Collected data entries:
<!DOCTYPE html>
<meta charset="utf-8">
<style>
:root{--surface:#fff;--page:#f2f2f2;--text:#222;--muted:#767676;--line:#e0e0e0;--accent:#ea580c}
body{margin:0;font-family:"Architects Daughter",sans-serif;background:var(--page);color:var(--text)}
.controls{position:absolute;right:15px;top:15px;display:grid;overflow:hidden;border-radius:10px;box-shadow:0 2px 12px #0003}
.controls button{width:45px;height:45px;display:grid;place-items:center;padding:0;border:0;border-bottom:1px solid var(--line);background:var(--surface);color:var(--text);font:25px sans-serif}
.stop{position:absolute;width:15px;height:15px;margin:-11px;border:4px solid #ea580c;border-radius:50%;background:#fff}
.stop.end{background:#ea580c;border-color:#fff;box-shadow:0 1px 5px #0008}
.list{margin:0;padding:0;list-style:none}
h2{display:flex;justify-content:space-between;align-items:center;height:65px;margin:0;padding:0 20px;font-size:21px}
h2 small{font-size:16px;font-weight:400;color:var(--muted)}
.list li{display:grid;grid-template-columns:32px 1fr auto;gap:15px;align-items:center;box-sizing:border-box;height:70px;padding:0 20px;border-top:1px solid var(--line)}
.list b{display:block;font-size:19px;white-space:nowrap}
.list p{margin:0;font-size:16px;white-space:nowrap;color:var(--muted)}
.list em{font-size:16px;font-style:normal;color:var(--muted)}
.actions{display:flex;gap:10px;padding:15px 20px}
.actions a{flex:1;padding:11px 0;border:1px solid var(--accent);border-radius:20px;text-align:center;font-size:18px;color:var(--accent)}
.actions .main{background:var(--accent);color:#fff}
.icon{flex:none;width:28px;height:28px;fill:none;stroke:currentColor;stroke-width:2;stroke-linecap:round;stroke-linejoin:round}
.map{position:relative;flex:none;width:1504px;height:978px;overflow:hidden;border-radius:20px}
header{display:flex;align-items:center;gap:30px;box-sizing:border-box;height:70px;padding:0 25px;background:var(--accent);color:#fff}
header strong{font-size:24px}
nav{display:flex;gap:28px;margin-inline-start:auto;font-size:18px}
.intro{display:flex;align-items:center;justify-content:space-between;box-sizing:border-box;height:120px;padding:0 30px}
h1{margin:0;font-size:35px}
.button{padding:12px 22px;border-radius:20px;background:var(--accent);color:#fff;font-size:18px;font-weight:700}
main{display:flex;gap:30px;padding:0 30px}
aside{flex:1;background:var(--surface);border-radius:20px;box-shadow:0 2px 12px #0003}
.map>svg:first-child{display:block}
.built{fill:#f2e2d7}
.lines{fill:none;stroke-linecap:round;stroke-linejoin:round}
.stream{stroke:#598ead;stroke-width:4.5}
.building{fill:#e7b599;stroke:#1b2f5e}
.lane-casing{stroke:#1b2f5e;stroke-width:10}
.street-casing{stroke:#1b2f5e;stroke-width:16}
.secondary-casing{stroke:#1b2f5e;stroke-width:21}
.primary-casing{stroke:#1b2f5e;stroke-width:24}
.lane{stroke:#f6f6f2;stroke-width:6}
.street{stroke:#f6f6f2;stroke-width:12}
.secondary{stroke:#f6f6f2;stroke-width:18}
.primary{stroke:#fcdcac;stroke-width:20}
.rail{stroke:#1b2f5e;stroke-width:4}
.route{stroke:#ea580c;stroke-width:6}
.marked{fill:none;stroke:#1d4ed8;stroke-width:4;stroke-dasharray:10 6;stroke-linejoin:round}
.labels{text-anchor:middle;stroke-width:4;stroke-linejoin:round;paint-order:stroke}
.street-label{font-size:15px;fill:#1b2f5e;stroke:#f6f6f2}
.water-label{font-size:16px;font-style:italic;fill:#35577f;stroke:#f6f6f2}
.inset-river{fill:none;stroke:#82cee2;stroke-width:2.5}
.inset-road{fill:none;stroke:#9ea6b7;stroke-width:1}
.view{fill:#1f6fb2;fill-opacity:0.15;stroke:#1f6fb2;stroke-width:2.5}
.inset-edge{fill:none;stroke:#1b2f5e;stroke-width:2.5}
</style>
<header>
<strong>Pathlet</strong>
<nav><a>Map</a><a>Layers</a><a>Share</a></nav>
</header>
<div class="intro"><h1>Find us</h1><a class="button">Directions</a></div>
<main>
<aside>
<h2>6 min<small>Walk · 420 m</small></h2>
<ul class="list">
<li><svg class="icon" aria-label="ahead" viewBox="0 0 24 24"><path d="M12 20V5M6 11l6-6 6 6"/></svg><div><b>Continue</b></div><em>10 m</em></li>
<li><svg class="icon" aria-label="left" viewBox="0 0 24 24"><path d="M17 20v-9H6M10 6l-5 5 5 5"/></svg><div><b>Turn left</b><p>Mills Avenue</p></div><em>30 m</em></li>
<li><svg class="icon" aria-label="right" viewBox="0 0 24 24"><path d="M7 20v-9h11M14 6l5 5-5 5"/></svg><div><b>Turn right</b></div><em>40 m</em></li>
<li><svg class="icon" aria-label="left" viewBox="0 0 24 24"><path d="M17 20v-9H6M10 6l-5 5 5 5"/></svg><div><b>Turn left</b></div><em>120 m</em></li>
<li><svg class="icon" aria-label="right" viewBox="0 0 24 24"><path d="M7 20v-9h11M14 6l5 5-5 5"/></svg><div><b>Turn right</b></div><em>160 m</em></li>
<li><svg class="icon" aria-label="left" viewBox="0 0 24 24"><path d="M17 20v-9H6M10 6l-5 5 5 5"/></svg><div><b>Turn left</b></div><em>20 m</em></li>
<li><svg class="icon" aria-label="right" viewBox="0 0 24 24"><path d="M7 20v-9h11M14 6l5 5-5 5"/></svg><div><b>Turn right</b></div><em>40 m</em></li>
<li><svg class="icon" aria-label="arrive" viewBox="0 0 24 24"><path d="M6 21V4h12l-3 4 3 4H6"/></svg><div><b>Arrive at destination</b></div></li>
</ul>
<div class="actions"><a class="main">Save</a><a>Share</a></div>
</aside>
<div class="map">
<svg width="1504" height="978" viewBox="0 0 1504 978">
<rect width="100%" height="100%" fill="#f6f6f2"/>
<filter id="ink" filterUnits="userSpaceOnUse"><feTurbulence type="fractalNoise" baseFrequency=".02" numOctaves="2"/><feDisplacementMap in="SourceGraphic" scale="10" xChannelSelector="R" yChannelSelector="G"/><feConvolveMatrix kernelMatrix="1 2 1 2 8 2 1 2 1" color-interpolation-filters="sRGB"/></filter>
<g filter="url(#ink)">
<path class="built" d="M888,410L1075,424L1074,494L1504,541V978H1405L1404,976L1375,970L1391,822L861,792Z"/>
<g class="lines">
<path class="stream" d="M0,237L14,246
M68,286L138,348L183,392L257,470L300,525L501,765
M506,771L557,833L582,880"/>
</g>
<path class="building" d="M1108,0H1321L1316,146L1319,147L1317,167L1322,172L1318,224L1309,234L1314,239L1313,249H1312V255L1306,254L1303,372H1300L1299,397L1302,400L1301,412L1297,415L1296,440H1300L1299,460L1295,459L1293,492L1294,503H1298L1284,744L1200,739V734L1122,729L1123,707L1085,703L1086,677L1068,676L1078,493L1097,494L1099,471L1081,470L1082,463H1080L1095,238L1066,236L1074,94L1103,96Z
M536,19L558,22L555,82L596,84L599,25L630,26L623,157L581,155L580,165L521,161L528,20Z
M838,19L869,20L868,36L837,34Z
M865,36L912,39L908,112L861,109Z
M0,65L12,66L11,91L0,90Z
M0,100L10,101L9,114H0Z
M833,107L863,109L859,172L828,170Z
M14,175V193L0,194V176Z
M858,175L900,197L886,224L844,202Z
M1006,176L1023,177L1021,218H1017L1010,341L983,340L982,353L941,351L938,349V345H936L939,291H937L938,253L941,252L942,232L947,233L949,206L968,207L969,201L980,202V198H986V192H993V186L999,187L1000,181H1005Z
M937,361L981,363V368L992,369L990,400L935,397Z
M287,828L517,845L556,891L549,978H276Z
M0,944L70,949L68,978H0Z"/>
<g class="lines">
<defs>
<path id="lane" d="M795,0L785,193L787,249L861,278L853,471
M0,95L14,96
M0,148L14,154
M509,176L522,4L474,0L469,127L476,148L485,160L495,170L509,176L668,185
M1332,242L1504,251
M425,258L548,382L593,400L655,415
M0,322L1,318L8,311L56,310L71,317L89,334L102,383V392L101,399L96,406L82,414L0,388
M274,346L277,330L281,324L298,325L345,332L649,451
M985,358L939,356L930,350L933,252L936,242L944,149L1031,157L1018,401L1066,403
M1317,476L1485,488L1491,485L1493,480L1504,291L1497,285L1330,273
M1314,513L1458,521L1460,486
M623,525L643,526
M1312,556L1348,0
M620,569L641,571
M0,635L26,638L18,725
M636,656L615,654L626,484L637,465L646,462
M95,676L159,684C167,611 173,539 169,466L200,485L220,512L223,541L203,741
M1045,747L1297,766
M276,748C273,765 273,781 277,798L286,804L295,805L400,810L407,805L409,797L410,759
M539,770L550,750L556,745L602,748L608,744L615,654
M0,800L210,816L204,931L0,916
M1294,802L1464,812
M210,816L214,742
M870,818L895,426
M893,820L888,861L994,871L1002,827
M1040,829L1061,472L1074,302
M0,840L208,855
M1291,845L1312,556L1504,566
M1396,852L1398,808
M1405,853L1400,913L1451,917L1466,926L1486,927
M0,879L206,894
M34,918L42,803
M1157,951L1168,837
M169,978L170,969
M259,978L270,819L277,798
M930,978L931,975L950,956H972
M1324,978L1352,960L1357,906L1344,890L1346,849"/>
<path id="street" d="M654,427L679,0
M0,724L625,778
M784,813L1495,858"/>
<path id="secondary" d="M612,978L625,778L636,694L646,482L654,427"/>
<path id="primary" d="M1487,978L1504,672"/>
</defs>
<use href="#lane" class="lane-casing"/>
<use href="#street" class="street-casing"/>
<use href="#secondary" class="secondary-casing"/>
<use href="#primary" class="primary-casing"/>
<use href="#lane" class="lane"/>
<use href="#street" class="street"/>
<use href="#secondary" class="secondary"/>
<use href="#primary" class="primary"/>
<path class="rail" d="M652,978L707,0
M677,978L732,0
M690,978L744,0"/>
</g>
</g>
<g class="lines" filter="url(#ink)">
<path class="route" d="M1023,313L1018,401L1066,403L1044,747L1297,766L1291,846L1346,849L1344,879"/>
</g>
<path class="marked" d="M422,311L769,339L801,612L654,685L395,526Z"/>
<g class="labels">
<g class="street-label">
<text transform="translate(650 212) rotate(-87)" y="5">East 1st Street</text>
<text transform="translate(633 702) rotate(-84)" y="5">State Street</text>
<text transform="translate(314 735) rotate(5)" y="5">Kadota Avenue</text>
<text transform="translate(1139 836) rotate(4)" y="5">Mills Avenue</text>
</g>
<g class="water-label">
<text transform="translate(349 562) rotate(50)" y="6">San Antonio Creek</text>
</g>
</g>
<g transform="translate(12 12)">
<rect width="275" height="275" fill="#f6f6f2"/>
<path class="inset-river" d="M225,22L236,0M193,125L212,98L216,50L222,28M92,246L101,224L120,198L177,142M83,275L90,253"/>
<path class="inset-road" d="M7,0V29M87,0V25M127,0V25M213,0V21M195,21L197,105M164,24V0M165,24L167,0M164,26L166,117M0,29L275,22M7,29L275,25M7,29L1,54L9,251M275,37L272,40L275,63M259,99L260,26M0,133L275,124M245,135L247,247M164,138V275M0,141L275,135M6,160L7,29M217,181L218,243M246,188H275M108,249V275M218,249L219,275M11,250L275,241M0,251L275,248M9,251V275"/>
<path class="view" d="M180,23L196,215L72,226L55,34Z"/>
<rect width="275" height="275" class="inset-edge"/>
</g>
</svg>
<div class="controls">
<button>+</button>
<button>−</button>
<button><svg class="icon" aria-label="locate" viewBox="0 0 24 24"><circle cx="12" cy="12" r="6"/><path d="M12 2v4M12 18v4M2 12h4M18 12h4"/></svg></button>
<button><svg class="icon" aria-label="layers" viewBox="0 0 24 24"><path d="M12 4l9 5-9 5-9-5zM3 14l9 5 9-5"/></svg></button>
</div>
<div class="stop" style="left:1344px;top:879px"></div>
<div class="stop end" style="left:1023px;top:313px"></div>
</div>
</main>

The problem: Check each line above for the string "sans" and copy every line that has it.

Written response:
body{margin:0;font-family:"Architects Daughter",sans-serif;background:var(--page);color:var(--text)}
.controls button{width:45px;height:45px;display:grid;place-items:center;padding:0;border:0;border-bottom:1px solid var(--line);background:var(--surface);color:var(--text);font:25px sans-serif}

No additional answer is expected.